Alpinismes.free.fr - - - - - - Texte et illustrations Yves Saliba (tous droits réservés) . Dernière mise à jour le 08/08/2013 à 11:03
Concernant le piolet, il est 2 idées fondamentales à retenir :
-le piolet est essentiellement destiné à
permettre, par l'exécution de la "position d'arrêt"
, de stabiliser et freiner une glissade.
-le piolet est
contondant : mal manipulé, il peut blesser
Histoire
Initialement les montagnards (paysans, bergers et premiers
excursionnistes) ont utilisé un bâton droit et
éventuellement ferré.
Les premiers explorateurs de
glaciers ont utilisé des haches pour tailler des marches dans
la glaces.
Différents compromis entre bâton et haches
ont été forgés. La forme du piolet en est
issue.
Les premier piolets avaient un manche très long
(hauteur d'homme) et le piolet moderne fait à peu près
1/3 de la hauteur de son utilisateur.
Si la technologie a évolué
(manches en alliage léger), le principe du piolet utilisé
en randonnée reste identique depuis près d'un siècle.
(les imaginations se sont plus lâchées pour les piolets
utilisés en cascade de glace)
Symbole et mythes
Le piolet constitue avec la corde le
couple mythique symbole de l'alpinisme. Le geste d'alpiniste très
certainement le plus ancré dans l'imagerie populaire est celui
du "planté du piolet traction" ce qui n'est pas sans
poser quelques problèmes pédagogiques !
Les
alpinistes donnent quelquefois à leur piolet des petits noms
affectueux comme "piochon", "engin", "bête"...
Anatomie
Un piolet comporte un manche de longueur 50 à
80cm environ
Une tête portant (ou constituée de) 1
lame (longue) et 1 panne (partie courte et arrondie)
Une pique à
l'autre extrémité du manche
La lame est quelquefois appelé Pic mais nous éviterons
cette appellation qui porte à confusion avec la pique.
La
tête comporte généralement un trou appelé
oeil.

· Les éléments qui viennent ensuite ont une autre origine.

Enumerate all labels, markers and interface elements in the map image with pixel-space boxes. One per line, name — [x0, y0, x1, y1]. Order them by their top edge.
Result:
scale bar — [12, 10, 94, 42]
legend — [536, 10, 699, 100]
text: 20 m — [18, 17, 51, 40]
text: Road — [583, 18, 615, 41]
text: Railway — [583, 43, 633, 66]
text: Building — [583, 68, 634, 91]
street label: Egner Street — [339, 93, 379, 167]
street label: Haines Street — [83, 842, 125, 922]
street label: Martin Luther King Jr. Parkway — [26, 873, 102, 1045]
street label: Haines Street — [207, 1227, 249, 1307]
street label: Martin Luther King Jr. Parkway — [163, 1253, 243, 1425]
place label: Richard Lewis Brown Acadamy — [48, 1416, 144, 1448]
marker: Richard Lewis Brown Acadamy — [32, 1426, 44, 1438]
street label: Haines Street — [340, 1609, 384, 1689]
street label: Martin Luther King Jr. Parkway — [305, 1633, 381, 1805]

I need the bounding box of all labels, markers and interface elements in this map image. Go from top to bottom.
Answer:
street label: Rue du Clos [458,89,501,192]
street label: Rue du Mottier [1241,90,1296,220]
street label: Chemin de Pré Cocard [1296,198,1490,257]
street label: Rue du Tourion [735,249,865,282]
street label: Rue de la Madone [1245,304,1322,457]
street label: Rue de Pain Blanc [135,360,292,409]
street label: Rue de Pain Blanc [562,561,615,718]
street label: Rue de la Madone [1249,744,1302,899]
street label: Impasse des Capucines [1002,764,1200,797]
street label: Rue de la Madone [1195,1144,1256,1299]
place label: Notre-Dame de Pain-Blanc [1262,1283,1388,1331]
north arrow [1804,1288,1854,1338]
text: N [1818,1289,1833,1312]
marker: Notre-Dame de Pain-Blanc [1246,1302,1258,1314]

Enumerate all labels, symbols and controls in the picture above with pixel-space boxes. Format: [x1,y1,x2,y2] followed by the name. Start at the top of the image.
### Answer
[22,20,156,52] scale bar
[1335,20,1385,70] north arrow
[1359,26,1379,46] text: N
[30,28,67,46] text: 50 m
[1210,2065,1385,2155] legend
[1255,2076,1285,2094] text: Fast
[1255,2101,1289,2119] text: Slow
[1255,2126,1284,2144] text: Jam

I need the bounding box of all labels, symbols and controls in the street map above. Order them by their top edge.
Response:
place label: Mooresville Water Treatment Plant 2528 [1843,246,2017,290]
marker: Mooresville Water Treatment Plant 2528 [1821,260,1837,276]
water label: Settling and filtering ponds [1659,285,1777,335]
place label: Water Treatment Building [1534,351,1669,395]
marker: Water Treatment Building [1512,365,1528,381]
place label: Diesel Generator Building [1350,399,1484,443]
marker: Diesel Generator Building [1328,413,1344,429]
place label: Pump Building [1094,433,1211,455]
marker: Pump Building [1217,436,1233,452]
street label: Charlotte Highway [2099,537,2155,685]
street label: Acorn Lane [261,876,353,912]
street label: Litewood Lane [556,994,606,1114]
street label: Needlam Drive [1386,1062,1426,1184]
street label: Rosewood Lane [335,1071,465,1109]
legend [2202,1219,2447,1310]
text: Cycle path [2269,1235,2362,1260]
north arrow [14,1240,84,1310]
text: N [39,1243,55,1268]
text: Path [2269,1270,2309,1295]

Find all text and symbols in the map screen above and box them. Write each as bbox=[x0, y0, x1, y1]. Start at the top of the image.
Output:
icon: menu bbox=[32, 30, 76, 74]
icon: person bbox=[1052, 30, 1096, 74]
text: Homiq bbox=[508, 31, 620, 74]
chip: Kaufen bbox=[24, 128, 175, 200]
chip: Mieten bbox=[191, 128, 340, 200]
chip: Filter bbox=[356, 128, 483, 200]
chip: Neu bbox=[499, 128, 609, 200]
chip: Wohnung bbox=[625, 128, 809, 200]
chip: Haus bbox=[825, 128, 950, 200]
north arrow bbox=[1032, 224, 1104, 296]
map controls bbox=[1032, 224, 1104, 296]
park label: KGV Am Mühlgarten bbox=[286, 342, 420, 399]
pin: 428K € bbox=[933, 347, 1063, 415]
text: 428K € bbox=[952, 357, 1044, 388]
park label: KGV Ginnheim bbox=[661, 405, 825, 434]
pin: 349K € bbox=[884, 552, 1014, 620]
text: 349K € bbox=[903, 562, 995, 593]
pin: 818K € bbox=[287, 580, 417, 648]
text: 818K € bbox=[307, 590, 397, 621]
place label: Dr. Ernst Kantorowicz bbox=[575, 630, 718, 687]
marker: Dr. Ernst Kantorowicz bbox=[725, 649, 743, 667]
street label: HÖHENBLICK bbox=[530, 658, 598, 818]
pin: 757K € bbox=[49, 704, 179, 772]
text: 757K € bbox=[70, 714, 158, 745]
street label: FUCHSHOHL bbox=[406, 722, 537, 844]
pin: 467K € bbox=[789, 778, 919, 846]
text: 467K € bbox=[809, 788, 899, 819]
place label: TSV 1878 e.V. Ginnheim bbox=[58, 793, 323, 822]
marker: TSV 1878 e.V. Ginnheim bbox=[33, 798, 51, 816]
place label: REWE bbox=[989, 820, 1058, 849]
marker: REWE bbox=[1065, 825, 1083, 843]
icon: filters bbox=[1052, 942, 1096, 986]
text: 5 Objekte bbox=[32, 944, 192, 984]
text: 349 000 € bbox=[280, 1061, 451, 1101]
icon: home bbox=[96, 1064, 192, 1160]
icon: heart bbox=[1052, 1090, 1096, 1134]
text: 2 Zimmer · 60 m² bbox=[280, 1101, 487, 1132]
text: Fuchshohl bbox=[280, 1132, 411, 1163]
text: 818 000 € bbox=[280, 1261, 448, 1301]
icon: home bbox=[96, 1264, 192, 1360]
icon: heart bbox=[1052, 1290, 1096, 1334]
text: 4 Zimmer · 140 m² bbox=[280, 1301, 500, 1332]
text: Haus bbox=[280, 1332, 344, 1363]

La partie du manche située près de la pique est
nommé douille à cause de la douille qui renforçait
les manches bois à cet endroit.
La panne est quelquefois
appelée pioche.
La partie normalement de forme étroite
qui relie la panne à la tête est appelée le "col
de la panne".
Parmi les accessoires nous citerons :
-les embouts de protection
qui devraient être placés sur les 3 extrémités
pour réduire la dangerosité du piolet quand il n'est
pas utilisé.
-la dragonne ou la longe que certains
utilisent pour éviter de perdre le piolet ou pour renforcer
leur prise.
Catégories
Actuellement nous pouvons distinguer 2
usages assez différent du piolet:
-l'utilisation
universelle
-l'utilisation spécialisée "traction"
ou "cascade"
La "cascade" se réfère à une activité d'escalade sur glace (principalement cascade gelées et grandes faces gelées) qui utilise le piolet pour se tracter. (c'est une technique de progression, non d'assurage). Des piolets perfectionnés ont été développé pour être plus performants pour cet usage et en deviennent quelquefois inutilisables pour l'usage en "position d'arrêt".
Ces piolets particuliers dits "piolet traction" ou "piolet
cascade" ou, abusivement "piolet technique" et leur
utilisation seront traités dans le chapitre "Escalade sur
glace".
Par contre, dans ce document-ci nous ne traiterons
que du piolet "classique" ou "universel" et de
son mode d'emploi
Mode d'emploi du piolet
La technique de la "position d'arrêt"
Cette
technique s'utilise pour freiner, contrôler et si possible
arrêter une glissade intempestive sur une pente de neige, glace
(mais aussi quelque fois sur herbe ou terre). Il s'agit d'une
technique destinée à sauver une vie menacée (la
sienne ou celle de sa cordée). Lorsqu'on est amené à
exécuter la position d'arrêt, on le fait dans des
conditions d'urgence et de "pression" énormes, il
est donc essentiel d'avoir bien assimilé la technique, de
s'être entrainé, d'avoir répété les
gestes pour qu'ils soient quasi-instinctifs "au cas où".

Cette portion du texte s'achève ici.